Deuxièmement, l’attachement profond du GODF à la laïcité et aux valeurs républicaines et sociales constitue un autre pilier de son identité. La laïcité, en tant que principe de séparation de l’État et des institutions religieuses, est considérée comme essentielle pour garantir la liberté de conscience. Le GODF promeut activement des valeurs qui sont en harmonie avec les principes républicains de la France, notamment la liberté individuelle, l’égalité des droits et la solidarité sociale. Ces valeurs se reflètent dans les actions et les engagements de l’obédience, tant au sein de la société maçonnique qu’à l’extérieur.

Troisièmement, le GODF se caractérise par son engagement en faveur du progrès social et intellectuel. Les membres sont encouragés à réfléchir et à agir dans le but de contribuer au développement et à l’amélioration de la société. Le progrès est considéré non seulement comme un objectif mais aussi comme un principe fondamental inscrit dans la constitution de l’obédience. Cette orientation vers le progrès est souvent associée à une vision humaniste et progressiste des enjeux sociaux et politiques.

En ce qui concerne l’adhésion et la pratique maçonniques au sein du GODF, il existe des critères stricts pour garantir l’alignement des membres avec ses valeurs fondamentales. Ainsi, les individus exprimant des opinions racistes, xénophobes ou soutenant des régimes totalitaires sont explicitement exclus. Le GODF prend ces mesures pour maintenir un environnement qui respecte la dignité humaine et promeut les valeurs de tolérance et de respect mutuel.

Politiquement, le GODF est souvent associé à des idéaux de gauche, et nombre de ses grands maîtres contemporains ont été affiliés au Parti socialiste. De plus, l’obédience interdit à ses membres de s’affilier au Front national ou à tout autre groupe promouvant la discrimination, la haine raciale ou des idéologies sectaires. Cette position souligne l’engagement du GODF envers une société inclusive et équitable.

Enfin, le GODF se positionne comme un défenseur des principes de la devise républicaine française : « Liberté, Égalité, Fraternité ». Ces mots ne sont pas de simples slogans mais incarnent les aspirations et les engagements du GODF. En tant que tel, il se consacre à promouvoir ces idéaux au sein de la société, cherchant à influencer positivement le débat public et à contribuer à l’avancement des droits de l’homme et de la citoyenneté.

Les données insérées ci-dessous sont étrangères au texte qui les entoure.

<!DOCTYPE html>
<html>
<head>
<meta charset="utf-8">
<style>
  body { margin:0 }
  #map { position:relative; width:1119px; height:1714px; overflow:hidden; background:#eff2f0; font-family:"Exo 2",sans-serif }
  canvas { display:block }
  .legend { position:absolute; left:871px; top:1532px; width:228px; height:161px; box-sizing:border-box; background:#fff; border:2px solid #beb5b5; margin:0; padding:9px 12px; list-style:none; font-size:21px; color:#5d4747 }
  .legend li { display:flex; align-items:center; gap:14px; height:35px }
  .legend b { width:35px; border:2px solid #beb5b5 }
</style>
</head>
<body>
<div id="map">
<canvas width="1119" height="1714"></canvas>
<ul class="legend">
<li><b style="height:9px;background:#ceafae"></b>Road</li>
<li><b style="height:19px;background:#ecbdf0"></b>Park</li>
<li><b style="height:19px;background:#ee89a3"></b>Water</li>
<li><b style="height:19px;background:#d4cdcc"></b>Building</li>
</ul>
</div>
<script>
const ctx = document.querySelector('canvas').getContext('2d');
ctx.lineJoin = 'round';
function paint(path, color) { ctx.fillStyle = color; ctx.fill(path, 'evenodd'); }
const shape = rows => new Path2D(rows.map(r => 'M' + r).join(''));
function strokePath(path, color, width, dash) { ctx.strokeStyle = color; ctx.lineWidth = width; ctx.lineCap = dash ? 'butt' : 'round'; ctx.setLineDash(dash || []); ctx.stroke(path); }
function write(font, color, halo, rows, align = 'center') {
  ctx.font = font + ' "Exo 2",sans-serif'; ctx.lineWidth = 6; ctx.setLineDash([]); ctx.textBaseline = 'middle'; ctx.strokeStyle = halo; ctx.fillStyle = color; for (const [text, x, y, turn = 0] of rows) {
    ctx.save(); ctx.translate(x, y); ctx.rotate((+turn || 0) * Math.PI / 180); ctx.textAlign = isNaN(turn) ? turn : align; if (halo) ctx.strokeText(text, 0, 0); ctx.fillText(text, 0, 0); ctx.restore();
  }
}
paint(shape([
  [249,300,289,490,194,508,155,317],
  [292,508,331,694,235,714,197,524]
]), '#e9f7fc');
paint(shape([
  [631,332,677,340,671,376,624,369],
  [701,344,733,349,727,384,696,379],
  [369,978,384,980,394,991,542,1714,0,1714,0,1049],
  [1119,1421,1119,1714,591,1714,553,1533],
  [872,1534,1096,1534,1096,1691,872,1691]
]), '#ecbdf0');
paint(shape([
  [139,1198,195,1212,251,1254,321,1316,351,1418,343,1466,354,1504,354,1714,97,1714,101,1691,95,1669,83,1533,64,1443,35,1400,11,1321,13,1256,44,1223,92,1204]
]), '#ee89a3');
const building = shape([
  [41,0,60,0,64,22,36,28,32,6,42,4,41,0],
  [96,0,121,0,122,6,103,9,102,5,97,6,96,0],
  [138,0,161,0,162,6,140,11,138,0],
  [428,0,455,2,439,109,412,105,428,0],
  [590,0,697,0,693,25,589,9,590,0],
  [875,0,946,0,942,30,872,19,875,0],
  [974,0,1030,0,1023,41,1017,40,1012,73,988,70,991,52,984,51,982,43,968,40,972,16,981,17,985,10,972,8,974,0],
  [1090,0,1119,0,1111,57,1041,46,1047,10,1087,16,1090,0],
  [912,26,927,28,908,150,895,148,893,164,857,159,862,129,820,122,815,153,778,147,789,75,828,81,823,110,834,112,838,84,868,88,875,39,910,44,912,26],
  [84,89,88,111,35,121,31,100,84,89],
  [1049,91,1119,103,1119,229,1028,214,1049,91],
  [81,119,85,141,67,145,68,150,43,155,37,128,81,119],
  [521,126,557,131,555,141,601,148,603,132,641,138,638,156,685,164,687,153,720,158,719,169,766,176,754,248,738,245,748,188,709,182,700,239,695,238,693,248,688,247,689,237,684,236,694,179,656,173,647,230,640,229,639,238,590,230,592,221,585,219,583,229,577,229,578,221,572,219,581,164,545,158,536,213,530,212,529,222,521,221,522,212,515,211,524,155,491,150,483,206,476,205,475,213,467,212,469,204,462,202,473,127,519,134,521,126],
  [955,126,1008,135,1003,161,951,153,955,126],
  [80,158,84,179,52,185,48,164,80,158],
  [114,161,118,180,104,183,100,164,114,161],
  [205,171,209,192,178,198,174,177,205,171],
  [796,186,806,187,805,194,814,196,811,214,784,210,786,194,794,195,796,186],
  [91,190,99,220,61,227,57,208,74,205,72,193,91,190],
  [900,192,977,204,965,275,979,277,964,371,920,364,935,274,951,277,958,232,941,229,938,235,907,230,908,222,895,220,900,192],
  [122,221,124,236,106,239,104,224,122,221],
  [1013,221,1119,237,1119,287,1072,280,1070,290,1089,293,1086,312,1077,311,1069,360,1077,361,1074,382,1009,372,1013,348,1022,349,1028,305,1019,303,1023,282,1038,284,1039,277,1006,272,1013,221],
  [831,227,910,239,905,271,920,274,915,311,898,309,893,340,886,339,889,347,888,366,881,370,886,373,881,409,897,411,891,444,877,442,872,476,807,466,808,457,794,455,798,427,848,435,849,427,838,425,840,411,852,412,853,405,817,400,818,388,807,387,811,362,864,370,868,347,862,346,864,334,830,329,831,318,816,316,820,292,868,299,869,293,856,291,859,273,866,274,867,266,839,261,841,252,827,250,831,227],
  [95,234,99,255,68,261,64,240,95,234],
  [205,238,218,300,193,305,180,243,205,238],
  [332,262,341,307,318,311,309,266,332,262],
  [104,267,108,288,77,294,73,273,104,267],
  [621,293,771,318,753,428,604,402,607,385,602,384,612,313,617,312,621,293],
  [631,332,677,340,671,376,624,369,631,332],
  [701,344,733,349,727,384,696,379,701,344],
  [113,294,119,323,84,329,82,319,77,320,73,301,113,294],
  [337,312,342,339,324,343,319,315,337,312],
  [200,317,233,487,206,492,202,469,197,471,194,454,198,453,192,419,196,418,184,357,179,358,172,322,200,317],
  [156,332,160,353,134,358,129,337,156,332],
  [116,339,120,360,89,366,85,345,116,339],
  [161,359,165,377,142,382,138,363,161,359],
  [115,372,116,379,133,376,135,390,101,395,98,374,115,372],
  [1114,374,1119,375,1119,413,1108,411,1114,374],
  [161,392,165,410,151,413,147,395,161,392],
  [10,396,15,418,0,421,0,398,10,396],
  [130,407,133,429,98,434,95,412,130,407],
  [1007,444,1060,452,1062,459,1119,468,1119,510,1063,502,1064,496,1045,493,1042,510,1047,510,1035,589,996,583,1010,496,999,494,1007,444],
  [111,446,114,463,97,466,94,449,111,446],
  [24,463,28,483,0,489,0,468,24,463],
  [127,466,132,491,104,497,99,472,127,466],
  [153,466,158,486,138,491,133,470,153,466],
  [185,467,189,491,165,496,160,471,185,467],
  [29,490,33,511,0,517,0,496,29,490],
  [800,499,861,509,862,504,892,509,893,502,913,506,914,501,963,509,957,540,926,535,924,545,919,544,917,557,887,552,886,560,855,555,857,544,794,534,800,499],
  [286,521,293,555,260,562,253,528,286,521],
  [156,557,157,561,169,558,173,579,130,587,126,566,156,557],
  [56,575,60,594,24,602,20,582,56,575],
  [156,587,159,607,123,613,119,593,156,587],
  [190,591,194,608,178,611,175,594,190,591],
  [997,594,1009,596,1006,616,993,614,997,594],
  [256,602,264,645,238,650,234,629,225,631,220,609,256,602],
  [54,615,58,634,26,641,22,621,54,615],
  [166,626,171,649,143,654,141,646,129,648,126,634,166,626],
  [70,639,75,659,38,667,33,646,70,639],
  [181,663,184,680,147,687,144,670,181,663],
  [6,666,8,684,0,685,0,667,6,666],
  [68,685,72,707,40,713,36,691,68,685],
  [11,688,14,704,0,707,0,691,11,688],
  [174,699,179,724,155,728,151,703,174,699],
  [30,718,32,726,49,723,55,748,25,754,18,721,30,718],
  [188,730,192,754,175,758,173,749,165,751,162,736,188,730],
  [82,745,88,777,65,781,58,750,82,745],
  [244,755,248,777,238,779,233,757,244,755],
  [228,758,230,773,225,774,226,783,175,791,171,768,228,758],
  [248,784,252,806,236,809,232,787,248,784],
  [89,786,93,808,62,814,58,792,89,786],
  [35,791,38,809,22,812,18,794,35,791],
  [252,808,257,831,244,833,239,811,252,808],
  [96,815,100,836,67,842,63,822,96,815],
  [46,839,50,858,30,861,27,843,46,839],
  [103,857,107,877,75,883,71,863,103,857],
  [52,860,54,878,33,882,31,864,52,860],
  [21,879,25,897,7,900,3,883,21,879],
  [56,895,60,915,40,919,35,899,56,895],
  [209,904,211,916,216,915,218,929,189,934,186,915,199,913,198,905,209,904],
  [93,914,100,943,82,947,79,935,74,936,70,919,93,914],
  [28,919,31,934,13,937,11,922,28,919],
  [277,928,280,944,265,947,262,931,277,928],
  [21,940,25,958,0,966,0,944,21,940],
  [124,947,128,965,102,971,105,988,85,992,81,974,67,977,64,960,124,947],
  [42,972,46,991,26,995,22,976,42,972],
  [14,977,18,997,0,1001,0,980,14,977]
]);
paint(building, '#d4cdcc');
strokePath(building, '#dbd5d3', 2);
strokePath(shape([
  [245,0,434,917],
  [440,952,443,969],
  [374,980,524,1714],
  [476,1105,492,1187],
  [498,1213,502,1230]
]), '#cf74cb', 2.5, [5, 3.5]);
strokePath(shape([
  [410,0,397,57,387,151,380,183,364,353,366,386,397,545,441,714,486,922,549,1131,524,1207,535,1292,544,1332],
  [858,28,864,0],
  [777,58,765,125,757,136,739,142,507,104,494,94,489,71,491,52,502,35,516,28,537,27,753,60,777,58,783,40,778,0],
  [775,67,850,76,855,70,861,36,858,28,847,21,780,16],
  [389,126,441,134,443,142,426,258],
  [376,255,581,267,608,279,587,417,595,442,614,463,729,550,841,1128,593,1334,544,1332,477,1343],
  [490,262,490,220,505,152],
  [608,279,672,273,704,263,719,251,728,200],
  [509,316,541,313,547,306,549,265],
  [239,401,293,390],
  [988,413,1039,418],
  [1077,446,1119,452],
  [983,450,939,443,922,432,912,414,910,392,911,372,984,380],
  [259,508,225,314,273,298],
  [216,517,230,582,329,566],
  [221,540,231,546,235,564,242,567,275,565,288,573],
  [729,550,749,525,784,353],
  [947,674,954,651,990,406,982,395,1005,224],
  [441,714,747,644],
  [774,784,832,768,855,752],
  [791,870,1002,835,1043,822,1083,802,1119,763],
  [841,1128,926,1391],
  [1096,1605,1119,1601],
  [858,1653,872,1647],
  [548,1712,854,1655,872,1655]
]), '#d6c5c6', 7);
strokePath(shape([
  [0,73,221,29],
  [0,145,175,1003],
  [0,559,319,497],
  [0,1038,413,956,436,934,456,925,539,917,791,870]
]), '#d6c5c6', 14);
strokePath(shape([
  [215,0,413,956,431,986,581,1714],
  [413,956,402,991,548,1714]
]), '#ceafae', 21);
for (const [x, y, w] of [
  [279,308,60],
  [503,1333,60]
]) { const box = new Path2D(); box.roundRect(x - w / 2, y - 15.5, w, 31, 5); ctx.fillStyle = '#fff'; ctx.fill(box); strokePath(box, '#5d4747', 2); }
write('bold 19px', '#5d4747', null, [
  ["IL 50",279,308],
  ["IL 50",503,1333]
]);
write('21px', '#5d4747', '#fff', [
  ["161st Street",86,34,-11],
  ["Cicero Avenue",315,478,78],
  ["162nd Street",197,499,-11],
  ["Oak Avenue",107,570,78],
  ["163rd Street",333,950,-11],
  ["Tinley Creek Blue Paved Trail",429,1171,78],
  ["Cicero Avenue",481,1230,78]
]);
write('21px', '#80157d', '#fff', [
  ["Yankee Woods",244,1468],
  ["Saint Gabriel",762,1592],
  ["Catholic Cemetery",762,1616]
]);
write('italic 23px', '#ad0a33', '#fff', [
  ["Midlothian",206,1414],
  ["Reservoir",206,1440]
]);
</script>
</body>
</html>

Obédience mixte (de fait) depuis 2010

Le Grand Orient de France a longtemps été une obédience exclusivement masculine d. Toutefois, il n’a jamais complètement fermé la porte à une certaine forme de mixité. Aux XVIIIe et XIXe siècles, cette mixité se manifestait davantage sous forme de tutelle qu’en tant que véritable liberté. En 1775, par exemple, le GODF a officiellement reconnu la maçonnerie d’adoption, prenant sous sa gouvernance les loges féminines afin de leur fournir un cadre moral adéquat. Ces ateliers féminins étaient considérés comme des extensions des loges masculines et n’étaient autorisés que là où existait déjà une loge masculine régulière. Les loges féminines étaient alors réglementairement restreintes dans leur autonomie, notamment en ce qui concerne la tenue d’assemblées mixtes.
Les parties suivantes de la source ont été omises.